OCS down-titration schema until dosage of 5 mg·day−1 is reached, without worsening of asthma. OCS: oral corticosteroid; Q1W: every week; Q2W: every 2 weeks; Q4W: every 4 weeks.
For patients who reduce to OCS dosages of 5 mg·day−1, a HPA axis integrity evaluation for AI will be performed after 4 weeks at this dosage (figure 3). For patients receiving an OCS dosage of 5 mg·day−1 at baseline, HPA axis integrity evaluation will be performed 4 weeks after the first dose of benralizumab, prior to the OCS reduction phase. The HPA axis integrity evaluation will consist of a morning (between 8 and 9 am) serum cortisol concentration measurement 24 h after the last OCS dose and at least 12 h after the last ICS dose. An adrenocorticotropic hormone (ACTH) stimulation test (i.e. Synacthen®, Cortrosyn™) will be performed within 1 week of morning cortisol test results for patients with cortisol concentrations indicating partial AI (range, 100–350 nmol·L−1; normal concentration >350 nmol·L−1; complete AI concentration <100 nmol·L−1). Patients will be required to withhold OCS use for ≥24 h before testing and withhold ICS/LABA use on the morning of testing. Patients will receive an intravenous injection of tetracosactide 250 μg, with serum cortisol concentrations measured before and 30 min after injection (further details of the ACTH testing procedure are provided in the appendix). For ACTH testing, a cortisol concentration >450 nmol·L−1 will be considered normal, and concentrations 250–450 nmol·L−1 and <250 nmol·L−1 will be considered partial and complete AI, respectively. For patients without evidence of AI, as assessed by morning cortisol or ACTH stimulation test, OCS dose will be reduced by 2.5 mg Q4W (figure 2). For those patients with partial AI or with symptoms suggestive of AI in the absence of abnormal AI tests, OCS tapering will follow a speed of 1 mg Q4W. However, in case of complete AI, no further tapering in the OCS dosage will be allowed. Further OCS dosage reduction strategy will depend on results of the cortisol and ACTH tests. For patients with partial or complete AI, additional HPA axis integrity evaluations will be performed to monitor status.
Hypothalamic–pituitary–adrenal axis evaluation and oral corticosteroid down-titration schema from prednisone dosage of 5 mg·day−1. ACTH: adrenocorticotropic hormone; AI: adrenal insufficiency; i.v.: intravenous; Q4W: every 4 weeks.
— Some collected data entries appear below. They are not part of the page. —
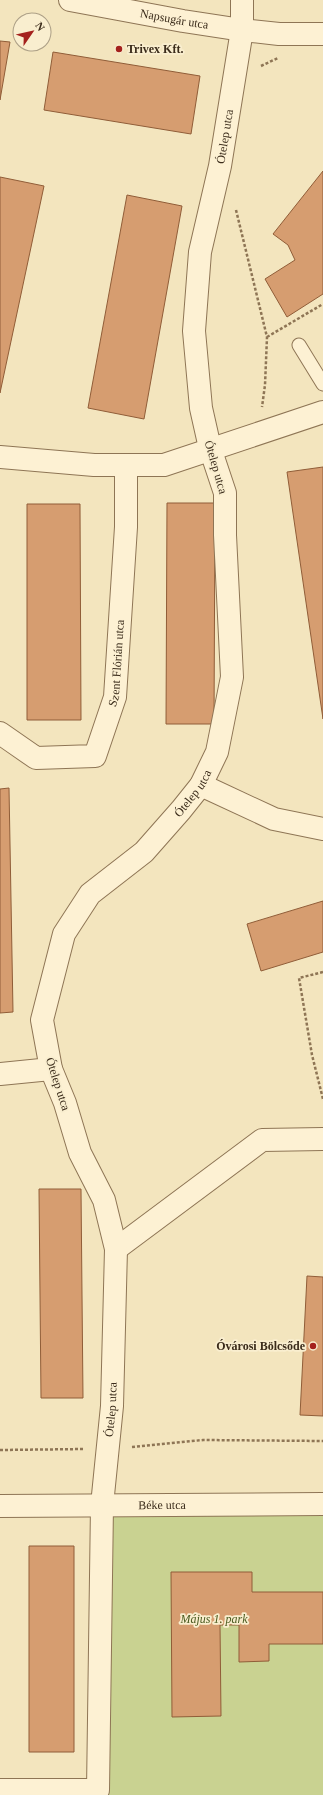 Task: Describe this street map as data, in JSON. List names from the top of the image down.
{
  "streets": {
    "street": [
      "Napsugár utca",
      "Ótelep utca",
      "Szent Flórián utca",
      "Béke utca"
    ]
  },
  "crossings": [
    ["Napsugár utca", "Ótelep utca"],
    ["Ótelep utca", "Béke utca"]
  ],
  "parks": ["Május 1. park"],
  "places": ["Trivex Kft.", "Óvárosi Bölcsőde"],
  "north": "top right"
}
Patients who completely withdraw OCS use or are maintained on the lowest OCS dosage possible without occurrence of AI or loss of asthma control will enter the maintenance phase, during which initiation or increase in OCS dosage is allowed in case of asthma worsening. A follow-up visit will be conducted 12 weeks after the last dose of benralizumab, discontinuation of benralizumab, or discontinuation from the study.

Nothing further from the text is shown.